Proteste in Istanbul: Erdogan will Baupläne im Gezi-Park durchziehen

AFP

Der türkische Premier Erdogan gibt nicht nach: Seine Regierung hält trotz der Massenproteste an den Bauplänen für den Istanbuler Gezi-Park fest. Für die Gewalt macht er Demonstranten verantwortlich. Unter den festgenommenen Ausländern ist auch ein Deutscher.

Tunis - Auf seiner Tunesien-Reise bekräftigte Erdogan die Baupläne am Istanbuler Taksim-Platz. Auf einem Parkgelände soll ein Einkaufszentrum entstehen, woran sich die Proteste in Istanbul entzündet hatten.

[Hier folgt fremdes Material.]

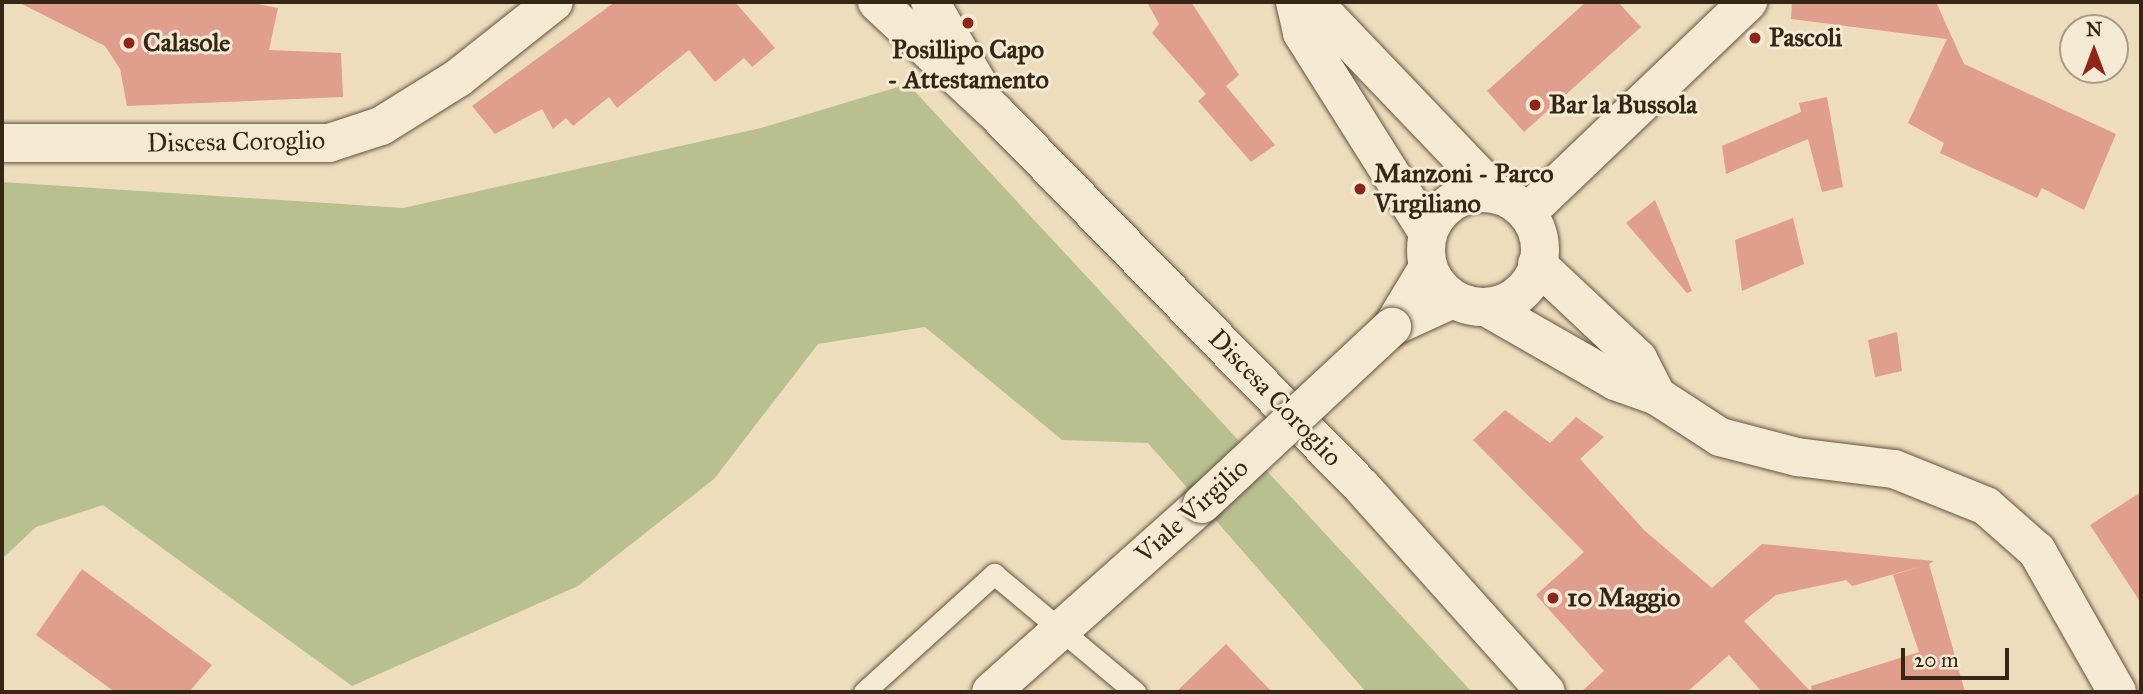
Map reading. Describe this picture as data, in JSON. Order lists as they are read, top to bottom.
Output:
{
  "streets": {
    "street": ["Discesa Coroglio", "Viale Virgilio"]
  },
  "places": [
    "Posillipo Capo - Attestamento",
    "Pascoli",
    "Calasole",
    "Bar la Bussola",
    "Manzoni - Parco Virgiliano",
    "10 Maggio"
  ],
  "scale_bar": "20 m",
  "north": "top"
}
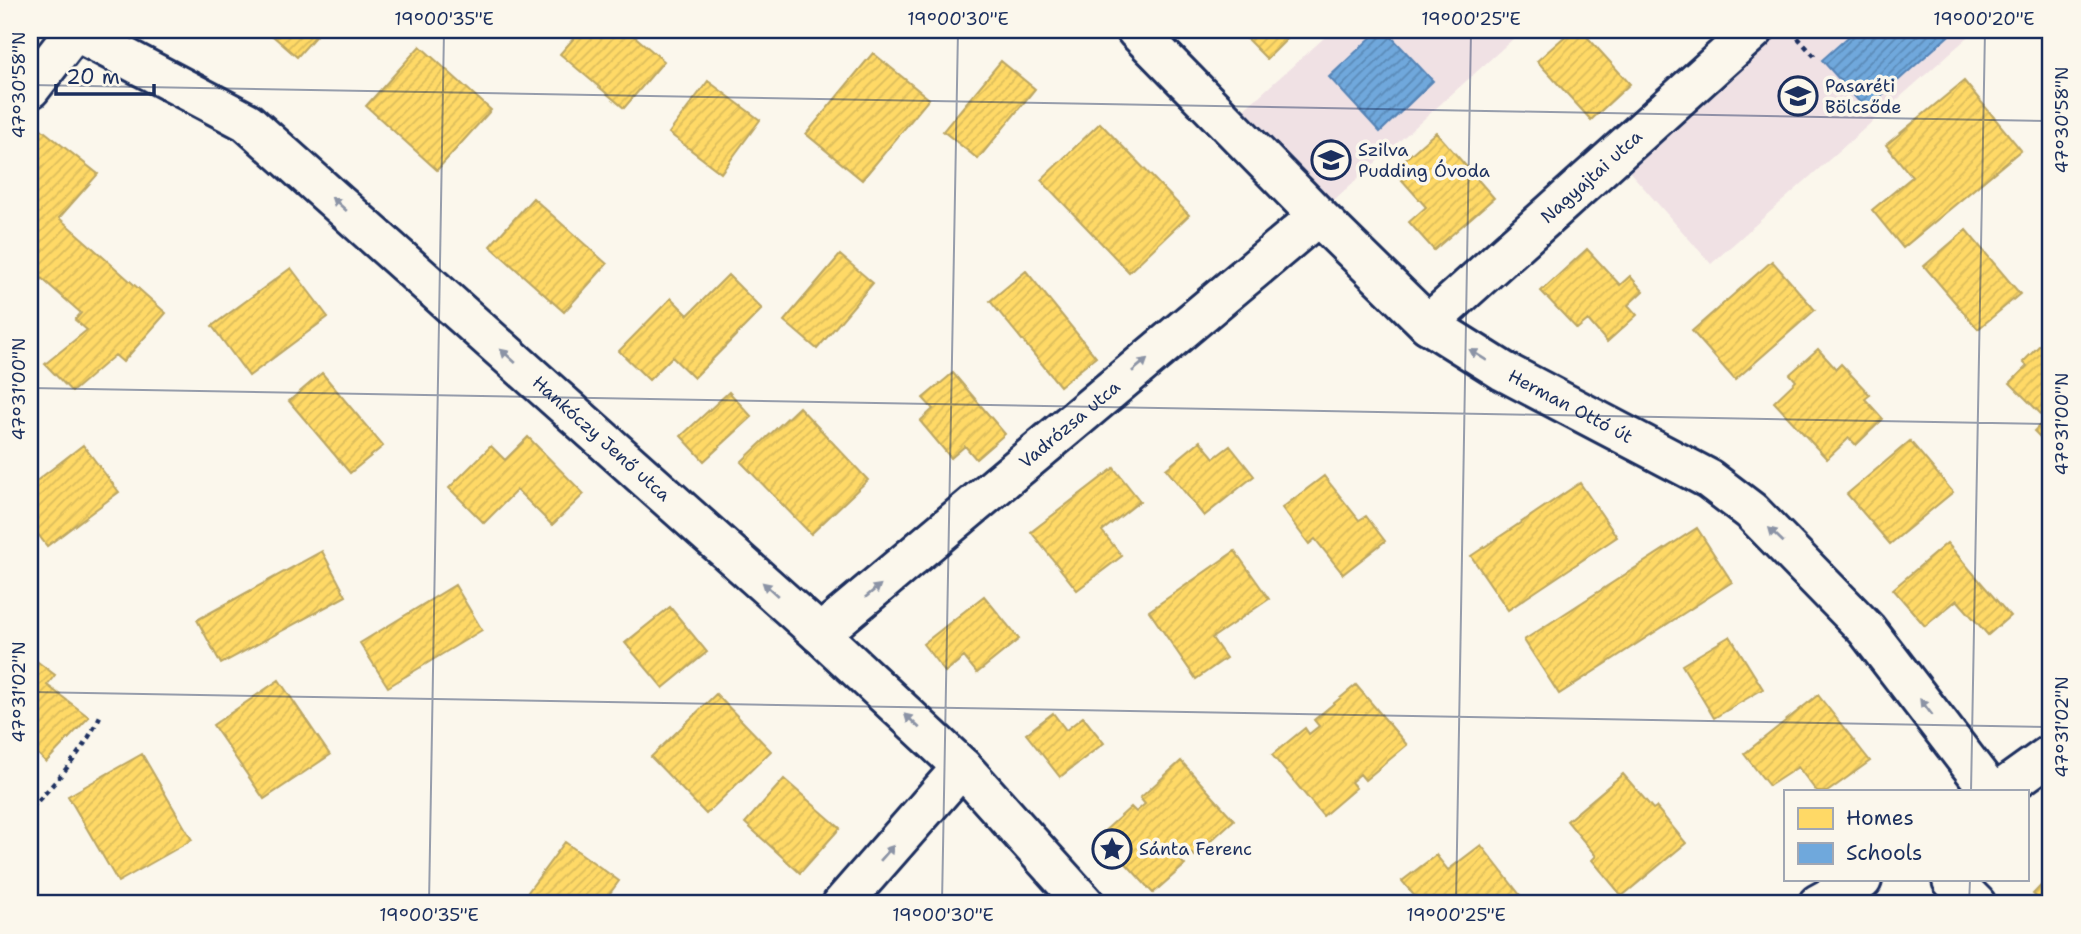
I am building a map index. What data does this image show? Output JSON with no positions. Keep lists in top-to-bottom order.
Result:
{
  "streets": {
    "street": [
      "Nagyajtai utca",
      "Herman Ottó út",
      "Vadrózsa utca",
      "Hankóczy Jenő utca"
    ]
  },
  "crossings": [
    ["Nagyajtai utca", "Herman Ottó út"],
    ["Herman Ottó út", "Vadrózsa utca"],
    ["Vadrózsa utca", "Hankóczy Jenő utca"]
  ],
  "one_way": ["Herman Ottó út", "Vadrózsa utca", "Hankóczy Jenő utca"],
  "places": {
    "school or university": ["Pasaréti Bölcsőde", "Szilva Pudding Óvoda"],
    "place": ["Sánta Ferenc"]
  },
  "legend": ["Homes", "Schools"],
  "scale_bar": "20 m",
  "coordinates": [
    "19°00'35\"E",
    "19°00'30\"E",
    "19°00'25\"E",
    "19°00'20\"E",
    "47°30'58\"N",
    "47°31'00\"N",
    "47°31'02\"N"
  ]
}
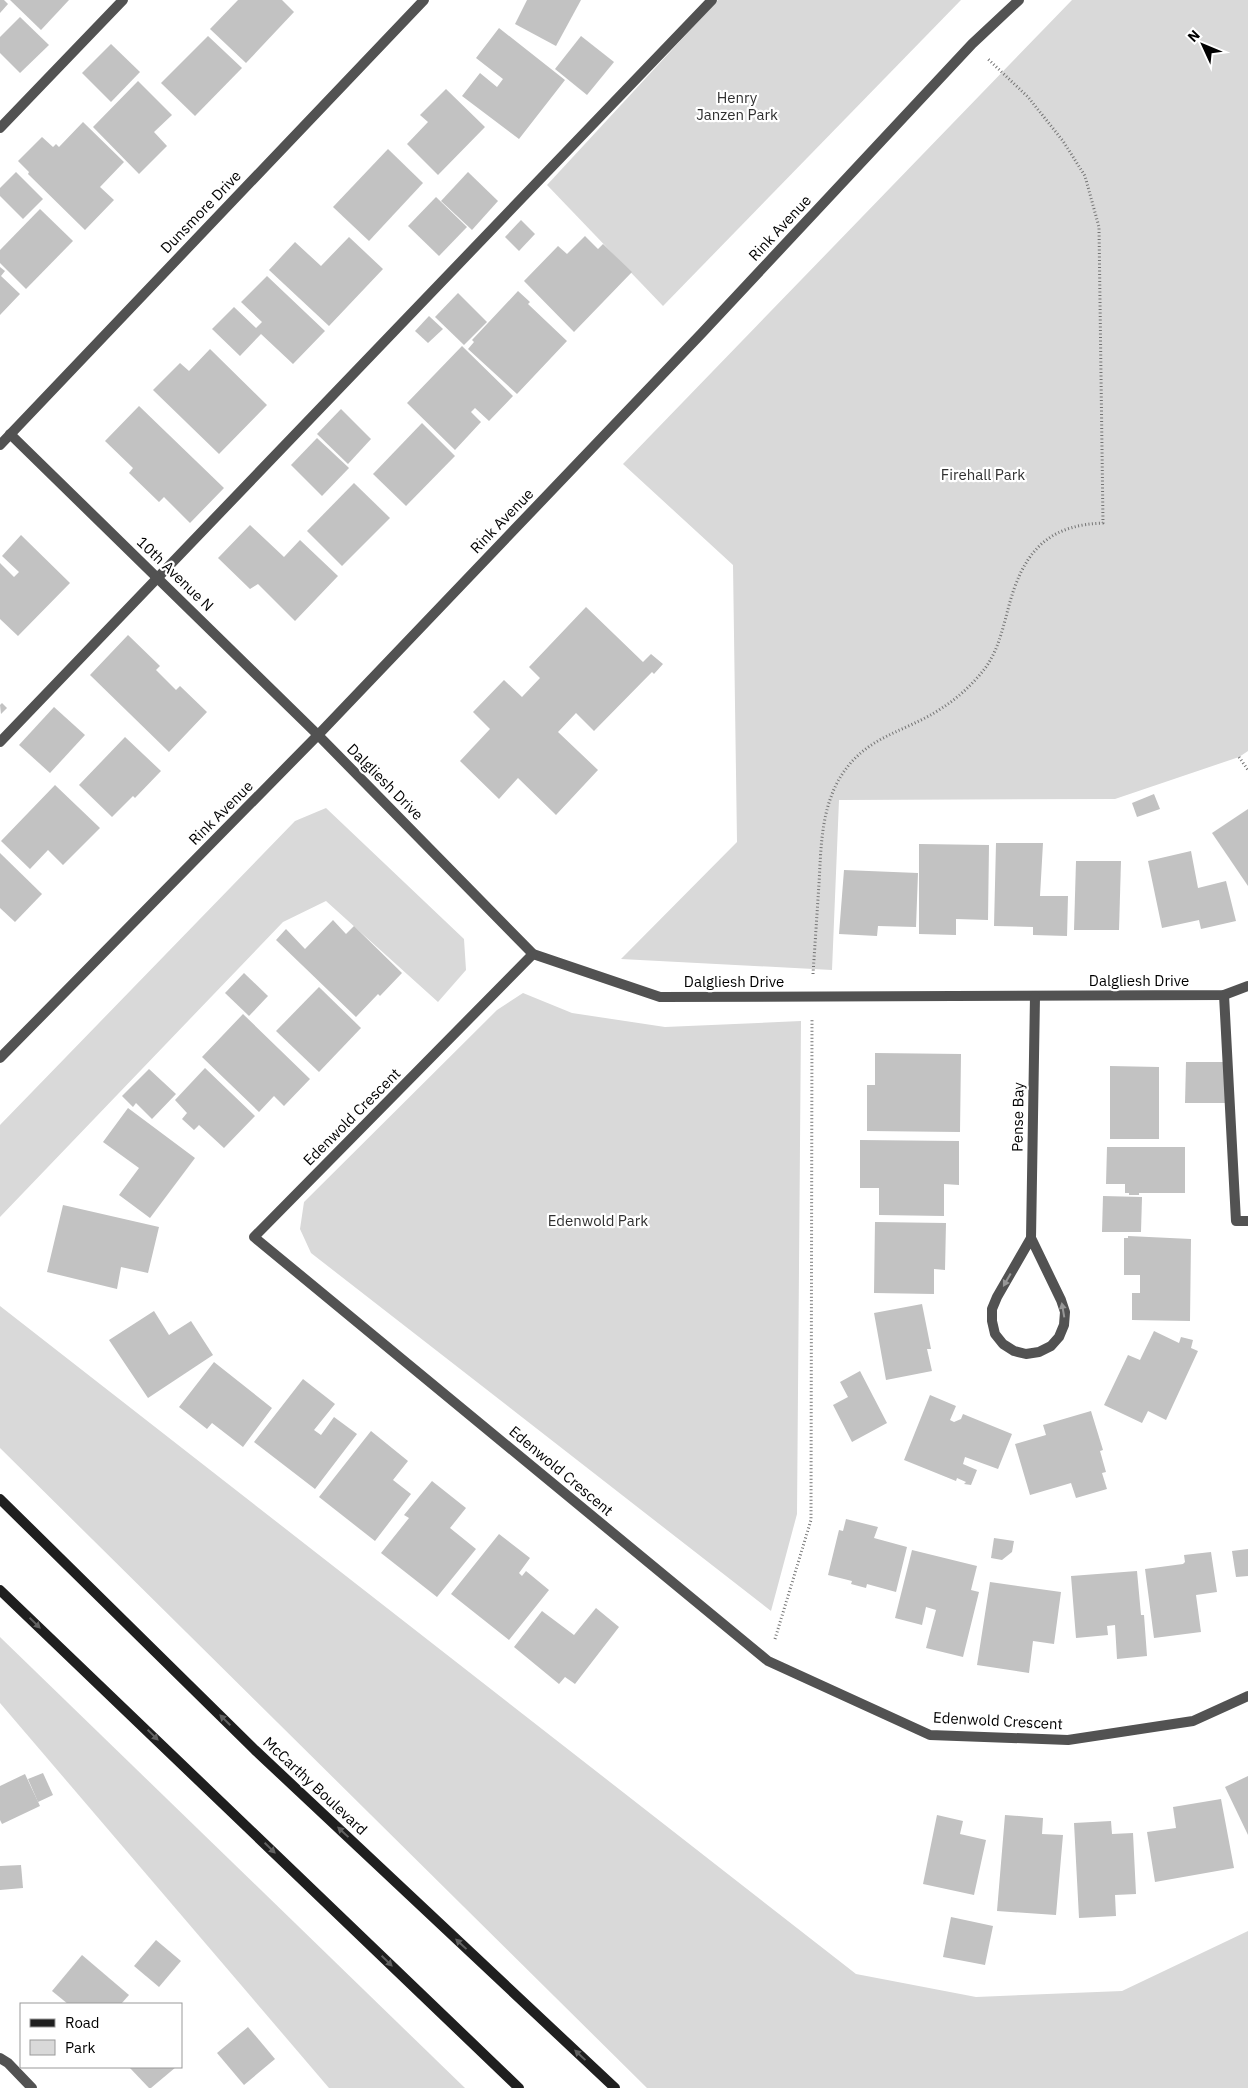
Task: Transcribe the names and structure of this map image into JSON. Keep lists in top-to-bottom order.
{
  "streets": {
    "main road": ["McCarthy Boulevard"],
    "street": [
      "Dunsmore Drive",
      "Rink Avenue",
      "10th Avenue N",
      "Dalgliesh Drive",
      "Edenwold Crescent",
      "Pense Bay"
    ]
  },
  "crossings": [
    ["Dunsmore Drive", "10th Avenue N"],
    ["Rink Avenue", "10th Avenue N"],
    ["Rink Avenue", "Dalgliesh Drive"],
    ["10th Avenue N", "Dalgliesh Drive"],
    ["Dalgliesh Drive", "Edenwold Crescent"],
    ["Dalgliesh Drive", "Pense Bay"]
  ],
  "parks": ["Henry Janzen Park", "Firehall Park", "Edenwold Park"],
  "legend": ["Road", "Park"],
  "north": "top left"
}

Erdogan sagte, für die Gewaltausbrüche seien Gruppen verantwortlich, die den friedlichen Protest ausnutzen würden. Er rückte dabei einen Teil der Protestteilnehmer in die Nähe des "Terrorismus". Zugleich stellte er klar, zwischen für den Umweltschutz protestierenden Demonstranten und den angeblichen Extremisten zu unterscheiden."Unter den Demonstranten sind Extremisten, einige sind in den Terrorismus verstrickt", so Erdogan.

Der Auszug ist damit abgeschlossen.